● **Given data**:
__________

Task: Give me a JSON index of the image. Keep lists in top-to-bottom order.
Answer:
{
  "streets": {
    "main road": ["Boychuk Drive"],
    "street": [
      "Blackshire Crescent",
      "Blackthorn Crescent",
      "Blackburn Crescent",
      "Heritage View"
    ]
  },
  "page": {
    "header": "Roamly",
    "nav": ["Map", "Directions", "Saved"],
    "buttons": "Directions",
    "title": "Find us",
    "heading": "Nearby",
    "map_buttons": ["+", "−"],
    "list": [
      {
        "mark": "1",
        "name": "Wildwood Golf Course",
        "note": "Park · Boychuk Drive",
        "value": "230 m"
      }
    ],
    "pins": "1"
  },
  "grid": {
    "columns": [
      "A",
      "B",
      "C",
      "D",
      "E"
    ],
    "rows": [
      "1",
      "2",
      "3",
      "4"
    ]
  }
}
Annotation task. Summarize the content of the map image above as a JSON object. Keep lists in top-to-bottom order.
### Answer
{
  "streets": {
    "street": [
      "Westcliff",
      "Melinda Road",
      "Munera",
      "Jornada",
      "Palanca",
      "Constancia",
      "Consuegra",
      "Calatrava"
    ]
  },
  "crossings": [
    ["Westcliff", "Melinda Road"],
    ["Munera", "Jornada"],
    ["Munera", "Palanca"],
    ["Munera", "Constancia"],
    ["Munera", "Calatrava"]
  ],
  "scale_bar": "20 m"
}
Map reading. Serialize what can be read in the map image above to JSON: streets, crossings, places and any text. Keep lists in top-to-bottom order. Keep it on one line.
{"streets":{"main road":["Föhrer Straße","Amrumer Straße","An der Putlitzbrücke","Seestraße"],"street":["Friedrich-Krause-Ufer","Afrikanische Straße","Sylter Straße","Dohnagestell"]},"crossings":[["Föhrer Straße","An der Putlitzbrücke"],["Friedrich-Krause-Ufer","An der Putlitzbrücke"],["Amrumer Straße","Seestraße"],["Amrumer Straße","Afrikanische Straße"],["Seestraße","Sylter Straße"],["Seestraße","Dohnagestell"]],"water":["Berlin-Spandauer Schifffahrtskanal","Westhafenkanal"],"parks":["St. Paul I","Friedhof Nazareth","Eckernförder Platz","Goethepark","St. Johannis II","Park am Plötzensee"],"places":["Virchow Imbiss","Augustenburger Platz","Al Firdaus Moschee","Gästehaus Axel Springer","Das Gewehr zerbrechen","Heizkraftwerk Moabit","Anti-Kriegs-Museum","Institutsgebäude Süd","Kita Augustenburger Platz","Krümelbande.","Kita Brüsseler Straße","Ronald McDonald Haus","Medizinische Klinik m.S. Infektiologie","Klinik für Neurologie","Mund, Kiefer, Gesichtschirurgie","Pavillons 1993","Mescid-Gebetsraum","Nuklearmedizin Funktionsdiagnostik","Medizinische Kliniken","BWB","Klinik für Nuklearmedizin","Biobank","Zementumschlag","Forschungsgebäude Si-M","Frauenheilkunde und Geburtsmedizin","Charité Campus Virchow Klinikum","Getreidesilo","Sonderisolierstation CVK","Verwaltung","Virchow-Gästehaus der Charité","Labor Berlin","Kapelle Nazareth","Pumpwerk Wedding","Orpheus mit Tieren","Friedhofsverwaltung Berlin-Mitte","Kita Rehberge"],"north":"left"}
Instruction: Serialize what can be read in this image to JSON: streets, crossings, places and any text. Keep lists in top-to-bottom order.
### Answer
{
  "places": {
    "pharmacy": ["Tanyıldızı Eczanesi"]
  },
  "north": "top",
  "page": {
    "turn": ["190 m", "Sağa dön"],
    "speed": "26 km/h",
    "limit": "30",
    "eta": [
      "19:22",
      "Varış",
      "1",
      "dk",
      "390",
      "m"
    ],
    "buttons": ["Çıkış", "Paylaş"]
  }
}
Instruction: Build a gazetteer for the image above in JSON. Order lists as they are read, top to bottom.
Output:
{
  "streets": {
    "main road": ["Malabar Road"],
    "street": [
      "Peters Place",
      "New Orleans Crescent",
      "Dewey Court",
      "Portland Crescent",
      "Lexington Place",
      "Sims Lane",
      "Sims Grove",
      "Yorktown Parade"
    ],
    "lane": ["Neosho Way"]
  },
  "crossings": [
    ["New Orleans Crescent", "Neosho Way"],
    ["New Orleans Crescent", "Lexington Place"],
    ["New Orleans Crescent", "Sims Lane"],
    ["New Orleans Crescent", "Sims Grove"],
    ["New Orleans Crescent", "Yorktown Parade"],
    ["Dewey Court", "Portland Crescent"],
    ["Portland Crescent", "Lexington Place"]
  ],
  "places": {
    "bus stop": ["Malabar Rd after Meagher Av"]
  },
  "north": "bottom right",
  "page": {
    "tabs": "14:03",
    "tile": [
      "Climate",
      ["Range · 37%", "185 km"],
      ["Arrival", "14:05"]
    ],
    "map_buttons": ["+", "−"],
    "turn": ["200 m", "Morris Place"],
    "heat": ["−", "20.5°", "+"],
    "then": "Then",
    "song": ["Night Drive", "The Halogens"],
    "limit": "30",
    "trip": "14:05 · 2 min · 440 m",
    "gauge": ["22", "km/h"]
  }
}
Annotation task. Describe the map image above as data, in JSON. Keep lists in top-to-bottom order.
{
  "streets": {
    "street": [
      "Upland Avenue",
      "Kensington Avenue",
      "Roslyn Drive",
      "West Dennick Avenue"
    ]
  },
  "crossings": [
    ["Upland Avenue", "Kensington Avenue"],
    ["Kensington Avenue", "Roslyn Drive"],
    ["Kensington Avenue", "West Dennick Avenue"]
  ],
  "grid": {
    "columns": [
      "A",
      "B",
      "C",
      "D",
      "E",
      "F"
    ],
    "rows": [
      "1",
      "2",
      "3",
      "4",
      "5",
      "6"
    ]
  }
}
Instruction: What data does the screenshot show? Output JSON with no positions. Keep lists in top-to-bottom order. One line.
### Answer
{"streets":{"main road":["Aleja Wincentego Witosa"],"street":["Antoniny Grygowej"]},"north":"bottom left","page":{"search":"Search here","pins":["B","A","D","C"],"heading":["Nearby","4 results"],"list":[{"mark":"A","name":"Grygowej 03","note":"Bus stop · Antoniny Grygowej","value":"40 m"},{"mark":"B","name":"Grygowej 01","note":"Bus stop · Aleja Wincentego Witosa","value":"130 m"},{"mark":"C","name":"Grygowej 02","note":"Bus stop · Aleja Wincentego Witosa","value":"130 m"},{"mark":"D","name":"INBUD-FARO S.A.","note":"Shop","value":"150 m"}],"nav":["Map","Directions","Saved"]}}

__________

● **What to work on**:
In the listing above, count every line that holds "Instruction". Give only the number.

● **Reply to the task**:
3